- _Work item_: Each entry is to be given again exactly; drop the images.
******
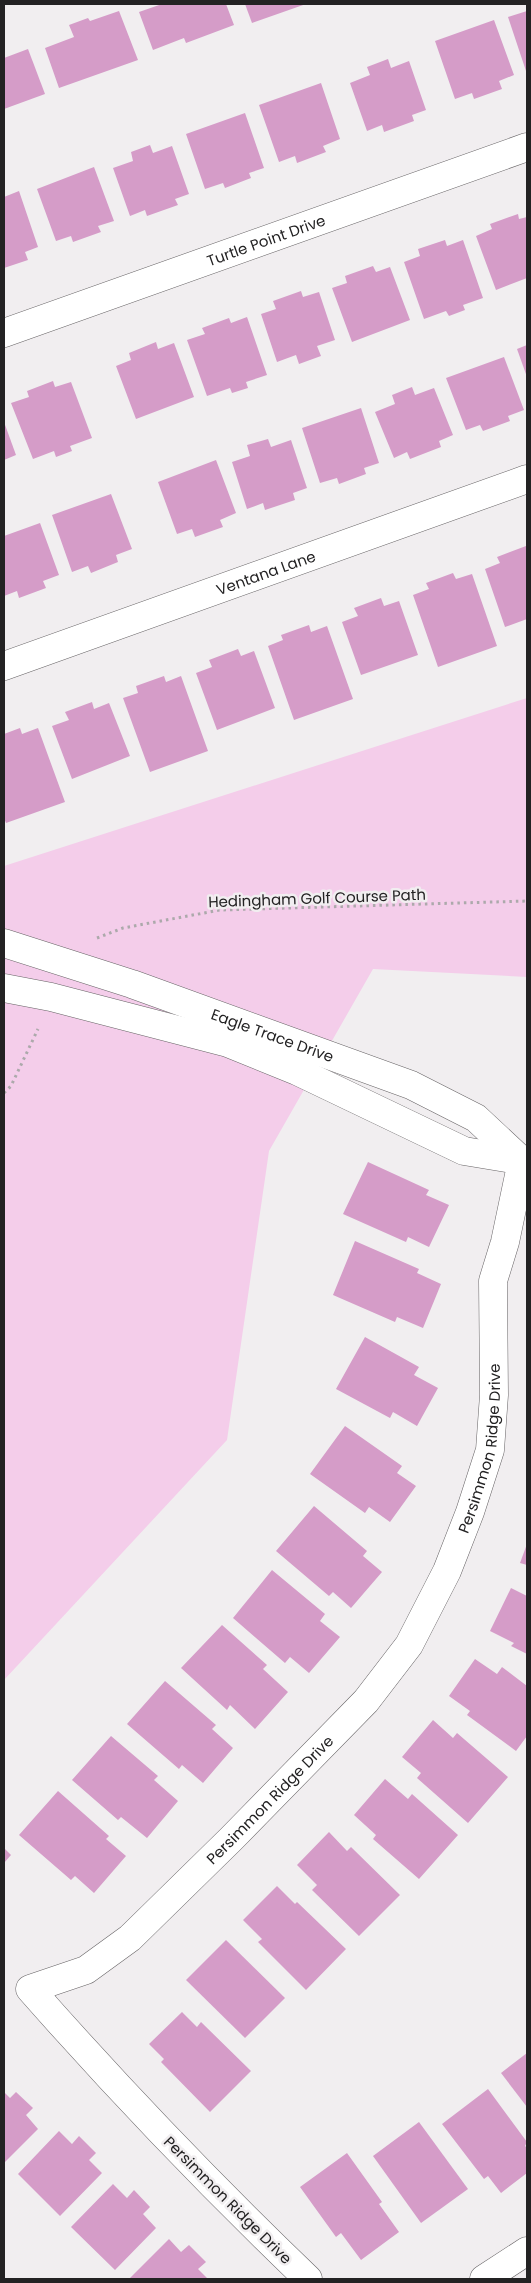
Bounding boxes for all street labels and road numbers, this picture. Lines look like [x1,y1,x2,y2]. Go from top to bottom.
street label: Turtle Point Drive [204,209,328,271]
street label: Ventana Lane [213,545,318,600]
street label: Hedingham Golf Course Path [208,884,426,912]
street label: Eagle Trace Drive [208,1003,337,1067]
street label: Persimmon Ridge Drive [452,1363,505,1536]
street label: Persimmon Ridge Drive [201,1730,338,1869]
street label: Persimmon Ridge Drive [159,2131,297,2269]

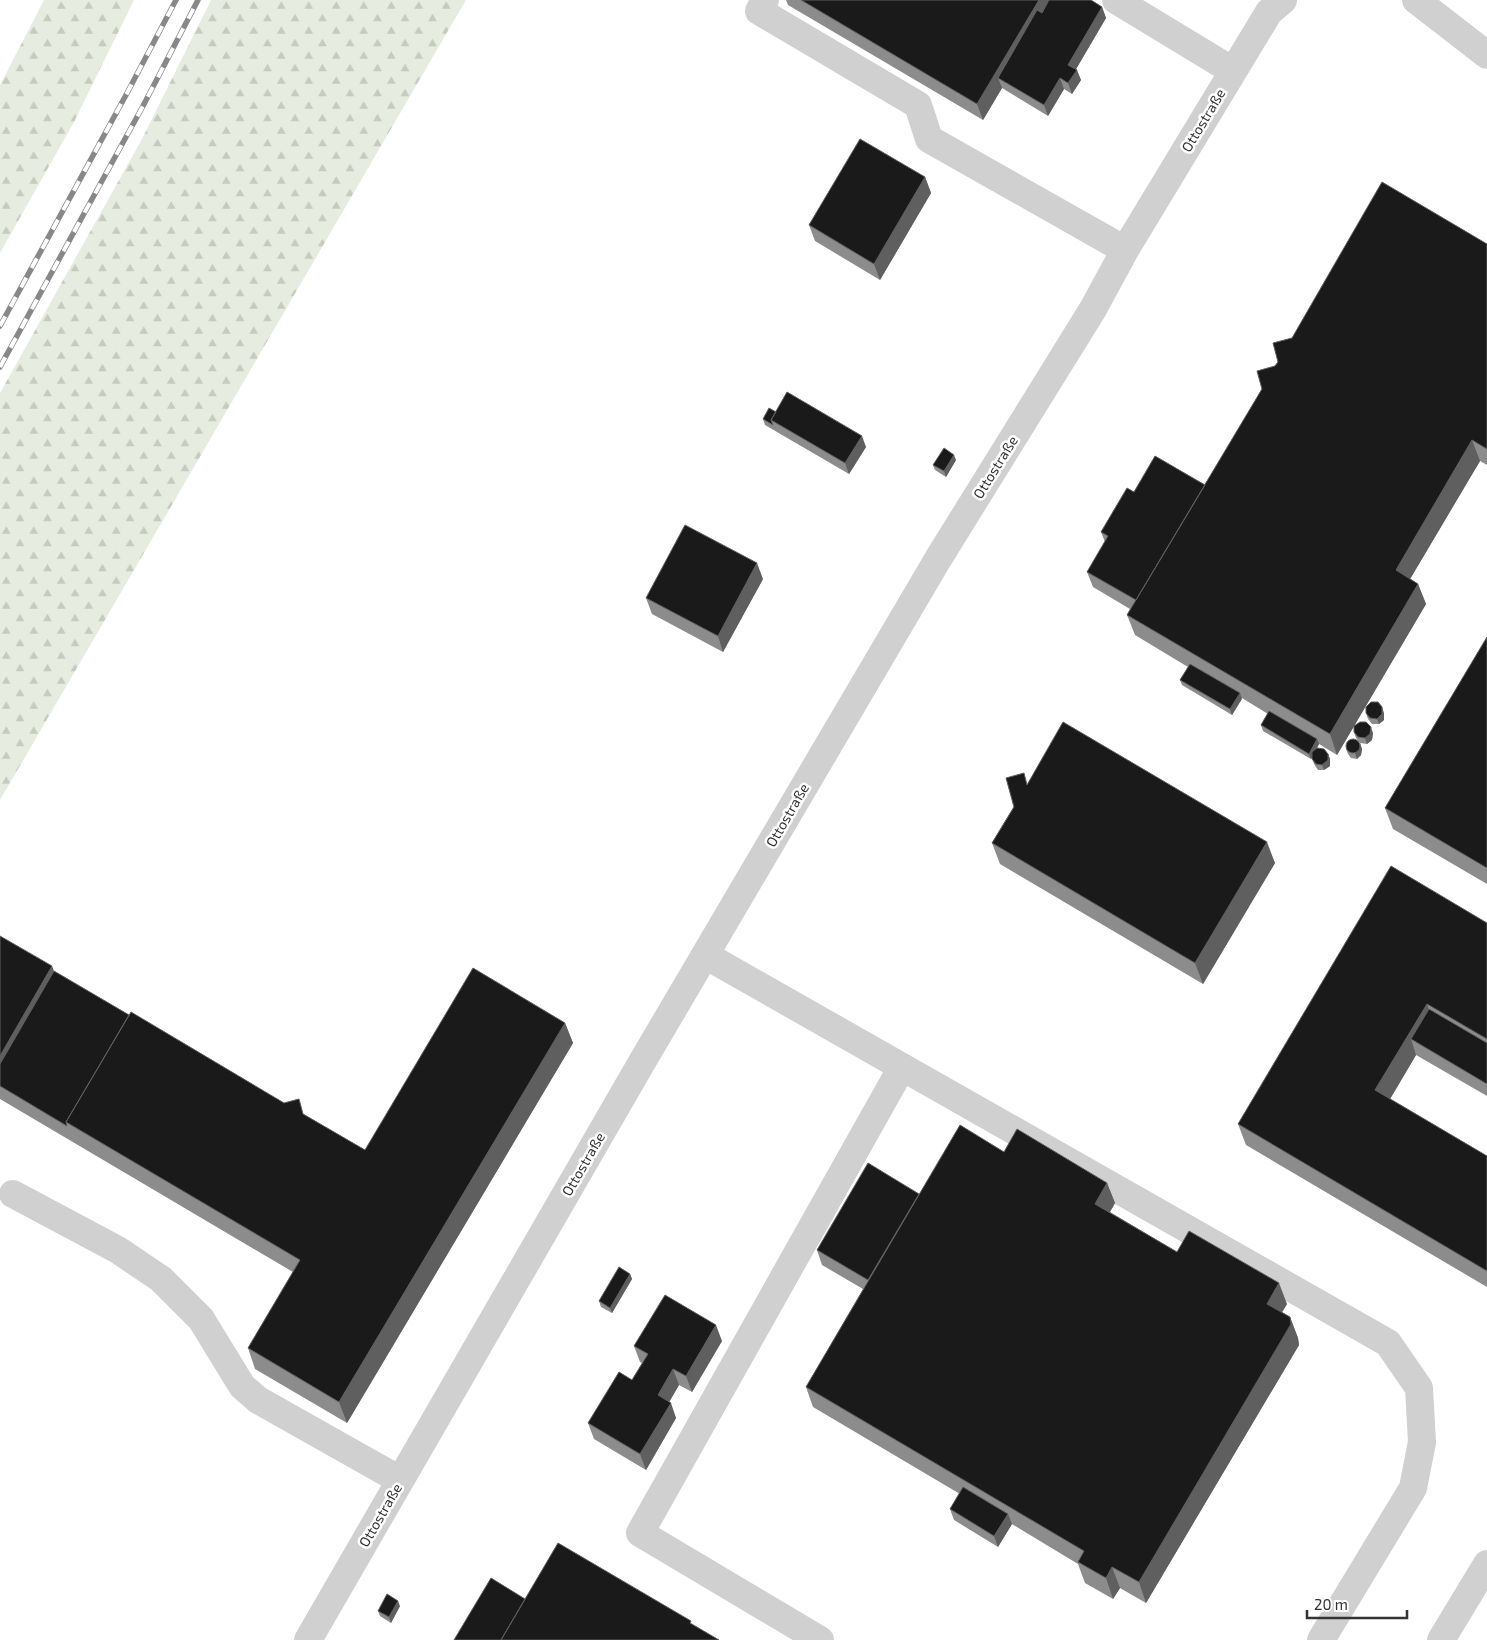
******
- _Response area_:
Bounding boxes for all street labels and road numbers, this picture. Lines look like [x1,y1,x2,y2]. Go from top to bottom.
street label: Turtle Point Drive [204,209,328,271]
street label: Ventana Lane [213,545,318,600]
street label: Hedingham Golf Course Path [208,884,426,912]
street label: Eagle Trace Drive [208,1003,337,1067]
street label: Persimmon Ridge Drive [452,1363,505,1536]
street label: Persimmon Ridge Drive [201,1730,338,1869]
street label: Persimmon Ridge Drive [159,2131,297,2269]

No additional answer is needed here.